Le président du tribunal a désigné M. Pény pour statuer sur les demandes de référé.

Les parties ont été régulièrement averties du jour de l'audience.

Au cours de l'audience publique tenue en présence de Mme Fleury, greffière d'audience, M. Pény a lu son rapport et entendu :

- les observations de Me Giron Abarca, représentant Mme A,

- et les observations de Me Zerad, représentant le préfet de police.

La clôture de l'instruction a été prononcée à l'issue de l'audience publique.

Considérant ce qui suit :

1. Mme A, ressortissante ivoirienne née le 21 décembre 1984 et entrée en France le 10 février 2018, selon ses déclarations, a bénéficié d'une carte de séjour temporaire pour motifs médicaux renouvelée à deux reprises et dont elle sollicité le renouvellement le 11 juillet 2023. Par la présente requête, Mme A demande au juge des référés, saisi sur le fondement de l'article L. 521-1 du code de justice administrative, la suspension de l'exécution de la décision du 10 mai 2024 par laquelle le préfet de police a rejeté sa demande d'admission au séjour.

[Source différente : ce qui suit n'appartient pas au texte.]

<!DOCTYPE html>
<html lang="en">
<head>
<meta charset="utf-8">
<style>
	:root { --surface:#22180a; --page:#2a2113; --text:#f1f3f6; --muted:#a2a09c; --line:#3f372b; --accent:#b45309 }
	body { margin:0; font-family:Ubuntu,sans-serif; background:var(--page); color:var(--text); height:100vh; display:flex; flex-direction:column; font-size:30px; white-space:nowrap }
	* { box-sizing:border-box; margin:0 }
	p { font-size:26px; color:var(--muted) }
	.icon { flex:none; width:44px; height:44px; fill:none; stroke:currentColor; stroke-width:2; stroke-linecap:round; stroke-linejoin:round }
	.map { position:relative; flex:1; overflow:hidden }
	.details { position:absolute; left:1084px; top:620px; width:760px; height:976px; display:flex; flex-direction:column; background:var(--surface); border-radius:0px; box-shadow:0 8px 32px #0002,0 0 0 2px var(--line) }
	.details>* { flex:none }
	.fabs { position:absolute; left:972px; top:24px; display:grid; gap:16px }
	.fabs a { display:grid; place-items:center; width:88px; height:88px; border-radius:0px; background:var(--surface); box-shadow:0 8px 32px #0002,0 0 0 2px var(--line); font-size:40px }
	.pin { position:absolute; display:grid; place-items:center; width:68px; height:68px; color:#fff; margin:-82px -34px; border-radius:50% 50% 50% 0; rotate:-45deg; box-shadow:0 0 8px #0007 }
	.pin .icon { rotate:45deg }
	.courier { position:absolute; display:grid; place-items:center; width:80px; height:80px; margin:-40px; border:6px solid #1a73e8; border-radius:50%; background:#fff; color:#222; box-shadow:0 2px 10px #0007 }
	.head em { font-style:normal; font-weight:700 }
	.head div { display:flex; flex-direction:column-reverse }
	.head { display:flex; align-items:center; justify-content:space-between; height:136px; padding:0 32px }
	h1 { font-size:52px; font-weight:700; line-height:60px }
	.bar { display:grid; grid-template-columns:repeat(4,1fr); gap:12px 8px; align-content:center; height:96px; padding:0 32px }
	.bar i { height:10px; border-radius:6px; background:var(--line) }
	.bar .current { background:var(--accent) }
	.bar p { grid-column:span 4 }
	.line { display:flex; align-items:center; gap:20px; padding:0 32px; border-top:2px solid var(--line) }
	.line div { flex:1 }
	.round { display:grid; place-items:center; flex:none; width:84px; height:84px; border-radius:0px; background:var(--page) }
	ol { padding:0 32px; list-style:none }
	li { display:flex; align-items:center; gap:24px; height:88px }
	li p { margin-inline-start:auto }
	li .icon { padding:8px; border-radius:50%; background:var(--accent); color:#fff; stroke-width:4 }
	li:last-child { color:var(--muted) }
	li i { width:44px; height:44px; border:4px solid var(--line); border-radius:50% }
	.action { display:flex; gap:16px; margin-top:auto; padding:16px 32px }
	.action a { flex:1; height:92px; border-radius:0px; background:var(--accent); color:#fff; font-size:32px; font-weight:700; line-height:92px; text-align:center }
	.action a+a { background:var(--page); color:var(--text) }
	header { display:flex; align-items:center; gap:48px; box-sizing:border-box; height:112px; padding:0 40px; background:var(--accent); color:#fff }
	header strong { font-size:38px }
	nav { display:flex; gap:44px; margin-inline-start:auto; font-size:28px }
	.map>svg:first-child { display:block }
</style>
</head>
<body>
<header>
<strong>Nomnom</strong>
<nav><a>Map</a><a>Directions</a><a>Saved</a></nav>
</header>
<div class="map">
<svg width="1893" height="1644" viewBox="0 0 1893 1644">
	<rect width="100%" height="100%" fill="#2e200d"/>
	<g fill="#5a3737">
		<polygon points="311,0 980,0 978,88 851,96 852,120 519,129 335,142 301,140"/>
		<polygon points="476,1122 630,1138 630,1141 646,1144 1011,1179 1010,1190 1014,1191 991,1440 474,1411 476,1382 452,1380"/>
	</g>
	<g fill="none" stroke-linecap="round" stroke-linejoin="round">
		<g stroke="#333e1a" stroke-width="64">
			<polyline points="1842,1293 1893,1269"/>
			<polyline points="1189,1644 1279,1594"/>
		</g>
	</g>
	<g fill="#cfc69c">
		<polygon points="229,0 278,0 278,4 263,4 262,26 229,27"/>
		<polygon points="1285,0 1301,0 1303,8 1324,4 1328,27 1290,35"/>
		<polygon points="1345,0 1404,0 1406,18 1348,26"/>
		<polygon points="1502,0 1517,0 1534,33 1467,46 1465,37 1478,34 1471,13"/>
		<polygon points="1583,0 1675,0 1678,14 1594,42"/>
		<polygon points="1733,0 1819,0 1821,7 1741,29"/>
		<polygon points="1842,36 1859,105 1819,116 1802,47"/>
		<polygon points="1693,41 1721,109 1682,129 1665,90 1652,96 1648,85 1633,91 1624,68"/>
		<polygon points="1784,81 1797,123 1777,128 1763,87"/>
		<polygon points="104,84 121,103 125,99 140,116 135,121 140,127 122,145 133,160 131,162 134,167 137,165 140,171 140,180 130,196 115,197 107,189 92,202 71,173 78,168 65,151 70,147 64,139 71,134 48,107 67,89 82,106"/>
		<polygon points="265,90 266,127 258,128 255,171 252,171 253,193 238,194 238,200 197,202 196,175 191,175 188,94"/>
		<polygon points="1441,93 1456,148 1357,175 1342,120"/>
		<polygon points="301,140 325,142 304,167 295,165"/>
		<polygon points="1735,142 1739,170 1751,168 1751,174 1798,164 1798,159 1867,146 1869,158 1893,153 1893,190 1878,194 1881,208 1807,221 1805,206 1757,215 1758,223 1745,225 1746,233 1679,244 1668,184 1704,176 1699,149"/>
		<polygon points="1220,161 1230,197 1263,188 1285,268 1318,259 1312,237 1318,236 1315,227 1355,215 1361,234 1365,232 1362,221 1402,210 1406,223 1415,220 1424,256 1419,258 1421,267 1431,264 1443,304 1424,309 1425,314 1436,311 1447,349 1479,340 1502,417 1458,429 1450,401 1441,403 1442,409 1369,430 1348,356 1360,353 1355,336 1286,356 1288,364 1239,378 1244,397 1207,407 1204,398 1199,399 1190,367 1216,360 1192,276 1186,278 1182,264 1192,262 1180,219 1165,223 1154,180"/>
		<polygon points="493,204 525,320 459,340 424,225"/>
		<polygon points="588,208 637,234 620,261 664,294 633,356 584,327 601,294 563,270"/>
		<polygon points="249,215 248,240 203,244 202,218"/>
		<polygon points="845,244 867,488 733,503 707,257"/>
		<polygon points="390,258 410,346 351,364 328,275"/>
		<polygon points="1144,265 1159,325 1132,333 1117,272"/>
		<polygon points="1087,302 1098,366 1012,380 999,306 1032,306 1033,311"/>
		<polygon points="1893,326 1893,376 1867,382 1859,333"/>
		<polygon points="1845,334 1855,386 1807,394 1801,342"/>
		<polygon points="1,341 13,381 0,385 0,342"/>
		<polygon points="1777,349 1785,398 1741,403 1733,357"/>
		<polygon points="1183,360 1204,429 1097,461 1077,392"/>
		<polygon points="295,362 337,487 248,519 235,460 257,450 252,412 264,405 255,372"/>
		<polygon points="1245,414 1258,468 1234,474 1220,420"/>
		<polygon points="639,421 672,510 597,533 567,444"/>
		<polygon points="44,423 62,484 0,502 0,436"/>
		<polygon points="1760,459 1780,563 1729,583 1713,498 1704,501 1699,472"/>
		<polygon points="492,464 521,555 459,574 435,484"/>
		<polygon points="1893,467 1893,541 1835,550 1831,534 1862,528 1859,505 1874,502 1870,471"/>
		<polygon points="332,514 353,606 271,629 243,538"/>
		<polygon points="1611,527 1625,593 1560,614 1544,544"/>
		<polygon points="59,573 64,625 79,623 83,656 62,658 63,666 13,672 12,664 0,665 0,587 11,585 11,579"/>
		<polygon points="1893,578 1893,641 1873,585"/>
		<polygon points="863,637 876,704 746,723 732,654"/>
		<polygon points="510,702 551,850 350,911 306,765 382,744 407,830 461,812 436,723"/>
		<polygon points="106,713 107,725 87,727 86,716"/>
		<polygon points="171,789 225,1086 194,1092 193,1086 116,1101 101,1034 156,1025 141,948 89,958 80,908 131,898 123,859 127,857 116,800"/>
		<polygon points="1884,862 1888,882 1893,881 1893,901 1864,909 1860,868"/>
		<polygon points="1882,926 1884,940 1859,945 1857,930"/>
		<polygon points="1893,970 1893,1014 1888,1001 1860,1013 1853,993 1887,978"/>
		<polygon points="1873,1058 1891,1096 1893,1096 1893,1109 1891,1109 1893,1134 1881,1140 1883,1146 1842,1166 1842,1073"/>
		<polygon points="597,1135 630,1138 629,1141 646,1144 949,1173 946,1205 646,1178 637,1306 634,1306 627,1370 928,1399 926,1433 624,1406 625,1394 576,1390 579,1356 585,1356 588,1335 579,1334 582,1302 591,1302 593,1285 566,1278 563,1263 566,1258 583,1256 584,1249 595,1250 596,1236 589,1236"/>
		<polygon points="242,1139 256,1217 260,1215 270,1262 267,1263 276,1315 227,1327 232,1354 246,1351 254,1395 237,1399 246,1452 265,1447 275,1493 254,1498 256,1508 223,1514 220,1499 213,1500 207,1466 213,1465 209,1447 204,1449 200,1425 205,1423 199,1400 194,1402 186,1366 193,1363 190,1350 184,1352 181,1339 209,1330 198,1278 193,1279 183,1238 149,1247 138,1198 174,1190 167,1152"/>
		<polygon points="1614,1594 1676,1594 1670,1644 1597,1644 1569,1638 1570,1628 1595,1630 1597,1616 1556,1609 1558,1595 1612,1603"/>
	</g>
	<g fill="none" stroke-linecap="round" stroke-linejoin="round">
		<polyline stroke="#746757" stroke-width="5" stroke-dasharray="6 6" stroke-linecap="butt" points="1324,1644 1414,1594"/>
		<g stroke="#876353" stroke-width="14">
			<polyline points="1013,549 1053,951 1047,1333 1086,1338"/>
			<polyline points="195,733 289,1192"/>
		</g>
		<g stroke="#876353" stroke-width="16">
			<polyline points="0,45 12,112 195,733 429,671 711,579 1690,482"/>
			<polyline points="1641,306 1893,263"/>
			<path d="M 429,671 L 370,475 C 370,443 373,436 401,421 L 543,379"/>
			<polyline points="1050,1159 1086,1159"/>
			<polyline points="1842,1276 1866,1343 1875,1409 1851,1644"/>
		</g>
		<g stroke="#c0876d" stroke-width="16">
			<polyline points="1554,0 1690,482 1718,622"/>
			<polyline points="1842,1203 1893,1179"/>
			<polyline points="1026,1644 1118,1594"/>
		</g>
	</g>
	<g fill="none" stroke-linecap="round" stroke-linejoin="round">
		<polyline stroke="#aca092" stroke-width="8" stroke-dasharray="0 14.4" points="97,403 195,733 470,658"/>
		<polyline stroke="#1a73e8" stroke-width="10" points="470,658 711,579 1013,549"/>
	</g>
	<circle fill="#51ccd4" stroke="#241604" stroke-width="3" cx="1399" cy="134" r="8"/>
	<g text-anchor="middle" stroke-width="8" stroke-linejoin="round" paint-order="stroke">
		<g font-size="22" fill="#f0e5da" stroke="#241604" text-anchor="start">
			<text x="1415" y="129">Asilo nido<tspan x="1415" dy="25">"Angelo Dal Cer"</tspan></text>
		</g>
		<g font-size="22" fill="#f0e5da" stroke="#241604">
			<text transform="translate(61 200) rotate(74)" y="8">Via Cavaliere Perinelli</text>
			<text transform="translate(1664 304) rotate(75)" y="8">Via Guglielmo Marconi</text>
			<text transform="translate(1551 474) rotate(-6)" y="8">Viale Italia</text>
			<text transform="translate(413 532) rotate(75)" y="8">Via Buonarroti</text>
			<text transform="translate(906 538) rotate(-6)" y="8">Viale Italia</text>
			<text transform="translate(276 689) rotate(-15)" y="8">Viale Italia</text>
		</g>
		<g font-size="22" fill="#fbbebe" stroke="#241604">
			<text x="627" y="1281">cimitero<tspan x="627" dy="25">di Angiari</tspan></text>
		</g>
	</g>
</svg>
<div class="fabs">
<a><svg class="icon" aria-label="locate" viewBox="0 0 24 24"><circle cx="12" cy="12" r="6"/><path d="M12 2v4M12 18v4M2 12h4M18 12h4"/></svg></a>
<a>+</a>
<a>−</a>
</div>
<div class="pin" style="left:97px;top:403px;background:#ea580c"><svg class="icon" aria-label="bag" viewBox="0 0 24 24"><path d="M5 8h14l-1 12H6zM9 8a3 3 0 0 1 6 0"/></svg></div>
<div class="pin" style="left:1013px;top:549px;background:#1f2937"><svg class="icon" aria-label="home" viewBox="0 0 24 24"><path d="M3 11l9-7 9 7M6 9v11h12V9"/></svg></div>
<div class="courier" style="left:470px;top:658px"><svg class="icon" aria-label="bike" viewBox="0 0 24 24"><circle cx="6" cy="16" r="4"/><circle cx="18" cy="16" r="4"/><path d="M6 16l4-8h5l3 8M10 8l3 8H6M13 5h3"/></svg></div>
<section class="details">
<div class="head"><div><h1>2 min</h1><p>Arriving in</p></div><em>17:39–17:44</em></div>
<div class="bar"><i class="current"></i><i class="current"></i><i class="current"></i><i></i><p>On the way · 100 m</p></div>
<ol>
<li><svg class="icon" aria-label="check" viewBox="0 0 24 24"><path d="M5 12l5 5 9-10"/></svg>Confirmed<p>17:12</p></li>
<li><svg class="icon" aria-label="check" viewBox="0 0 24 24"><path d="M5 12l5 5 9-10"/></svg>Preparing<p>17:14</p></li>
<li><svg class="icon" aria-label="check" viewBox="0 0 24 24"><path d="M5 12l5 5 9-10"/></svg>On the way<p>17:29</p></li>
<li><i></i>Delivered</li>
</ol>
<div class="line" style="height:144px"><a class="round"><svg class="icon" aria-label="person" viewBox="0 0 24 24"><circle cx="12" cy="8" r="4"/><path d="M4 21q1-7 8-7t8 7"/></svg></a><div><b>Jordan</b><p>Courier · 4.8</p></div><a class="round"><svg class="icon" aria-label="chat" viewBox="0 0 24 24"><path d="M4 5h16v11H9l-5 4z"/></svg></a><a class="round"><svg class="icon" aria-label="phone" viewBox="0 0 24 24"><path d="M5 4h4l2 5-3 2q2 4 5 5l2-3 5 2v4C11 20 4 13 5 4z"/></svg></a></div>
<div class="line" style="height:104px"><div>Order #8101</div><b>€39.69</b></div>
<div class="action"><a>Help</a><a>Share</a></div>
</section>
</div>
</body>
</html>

Sur l'admission provisoire à l'aide juridictionnelle :

2. Dans les circonstances de l'espèce, il y a lieu de prononcer, en application des dispositions de l'article 20 de la loi du 10 juillet 1991 relative à l'aide juridique, l'admission provisoire de Mme A au bénéfice de l'aide juridictionnelle.

Sur les conclusions présentées au titre de l'article L. 521-1 du code de justice administrative :

3. Aux termes du premier alinéa de l'article L. 521-1 du code de justice administrative: " Quand une décision administrative, même de rejet, fait l'objet d'une requête en annulation ou en réformation, le juge des référés, saisi d'une demande en ce sens, peut ordonner la suspension de l'exécution de cette décision, ou de certains de ses effets, lorsque l'urgence le justifie et qu'il est fait état d'un moyen propre à créer, en l'état de l'instruction, un doute sérieux quant à la légalité de la décision ".

4. Aucun des moyens présentés par Mme A n'est propre, en l'état de l'instruction, à créer un doute sérieux quant à la légalité de la décision attaquée.

5. Il résulte de tout ce qui précède, et sans qu'il soit besoin d'examiner la condition tenant à l'urgence, que la requête de Mme A doit être rejetée en toutes ses conclusions.

O R D O N N E :

Article 1er : Mme A est admise à l'aide juridictionnelle provisoire.

Article 2 : Le surplus des conclusions de la requête est rejeté.

Article 3 : La présente ordonnance sera notifiée à Mme B A, à Me Giron Abarca et au ministre de l'intérieur et des outre-mer.

Copie en sera adressée au préfet de police de Paris.

Fait à Paris, le 24 juin 2024.

Le juge des référés,

A. Pény

La République mande et ordonne au ministre de l'intérieur et des outre-mer, en ce qui le concerne, ou à tous commissaires de justice à ce requis en ce qui concerne les voies de droit commun, contre les parties privées, de pourvoir à l'exécution de la présente décision.